Everything else falls away.

The screaming from the nearby jousting ring and the crash of wood on armor, the harpsichord tinkling and the sizzle of food cooking over fire. I lean in, closing my eyes, wondering how I ever lived so many years without this. Without him.

"When you're ready to talk about it, let me know," Mark whispers in my ear. He's so sweet, it actually physically hurts me. Like a toothache.

I know this is different. Mark is not Brock. I am not Roxy. But we still hurt someone. We're still jumping into something new just days after she caught us on her couch. I can't help but feel like we don't deserve this. To be happy together, holding hands and living our happily ever after. I feel like I'm waiting for the other shoe to drop.

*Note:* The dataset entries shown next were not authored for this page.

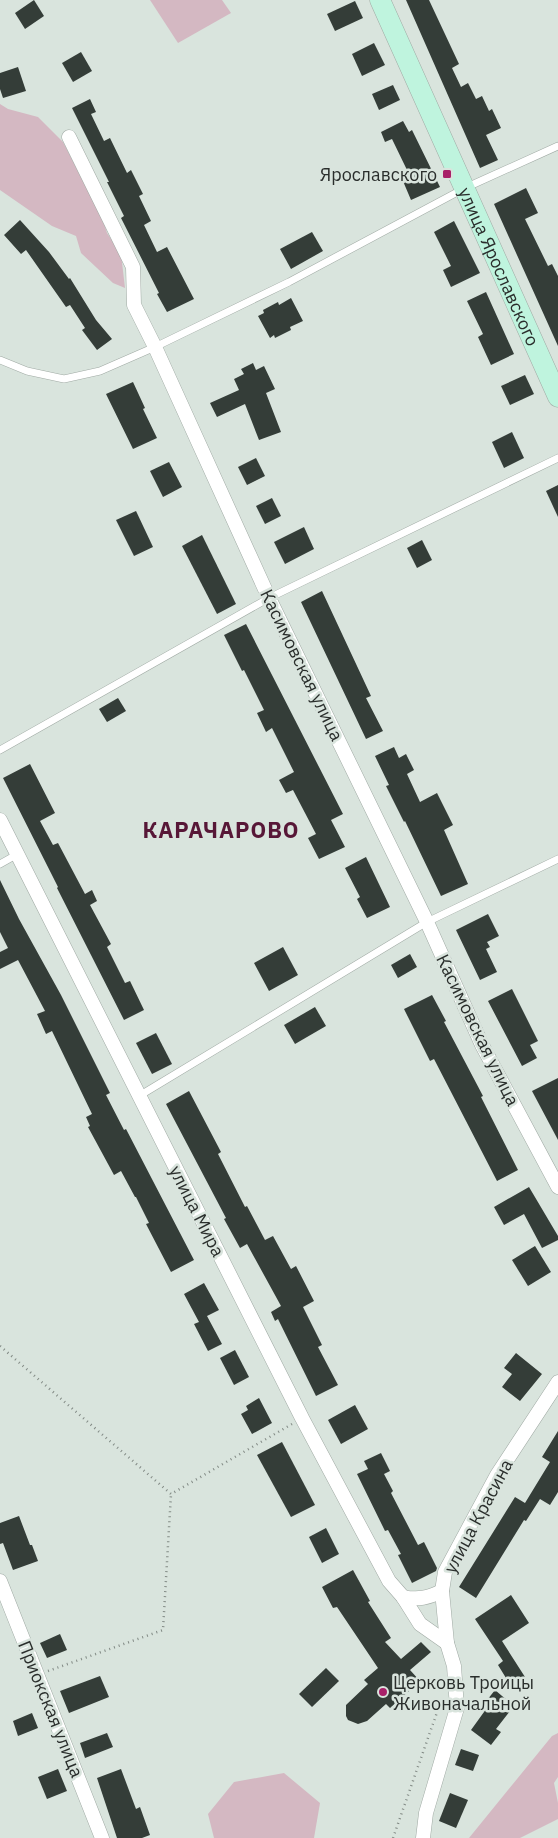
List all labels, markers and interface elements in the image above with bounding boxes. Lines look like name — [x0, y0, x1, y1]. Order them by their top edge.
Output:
place label: Ярославского — [320, 163, 437, 186]
marker: Ярославского — [441, 168, 453, 180]
street label: улица Ярославского — [454, 183, 545, 349]
street label: Касимовская улица — [255, 585, 349, 745]
district label: КАРАЧАРОВО — [142, 815, 300, 844]
street label: Касимовская улица — [431, 950, 525, 1110]
street label: улица Мира — [164, 1162, 230, 1261]
street label: улица Красина — [438, 1455, 518, 1577]
street label: Приокская улица — [13, 1637, 89, 1781]
place label: Церковь Троицы Живоначальной — [393, 1671, 534, 1715]
marker: Церковь Троицы Живоначальной — [377, 1686, 389, 1698]

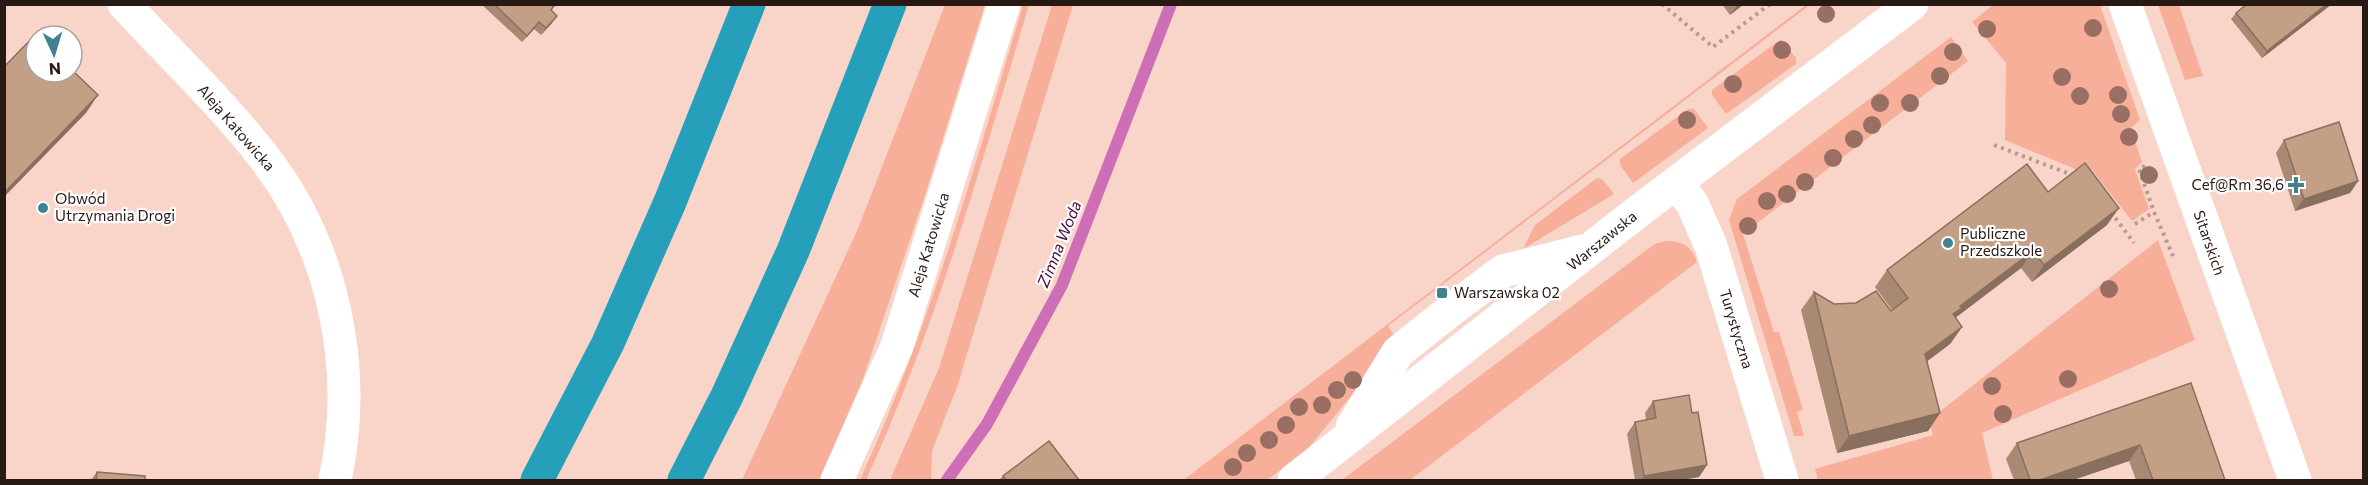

"In the meantime, we still have a prank to pull on the most notorious bully of our high school class." His hand trails down to the small of my back. It's a simple touch that tingles all the way up my spine and then back down again to lower, unmentionable places. I tilt my head back to look at him, and it takes every ounce of my willpower not to jump him right here, right now, in the middle of this medieval dirt path. I clear my throat.

"Lead the way, Mr. Wright. We need to get a look at what has become of Roy Willard."

With a grin, Mark presents an arm and I take it, and we make our way through the fairgrounds to a stage built into a small grove of trees. The backdrop is of a windswept sea, and rising from the stage is the wooden façade of a ship. We're just in time to catch the end of the show — which Mark told me plays three times a day — about a violent brute of the sea and his pillaging crew.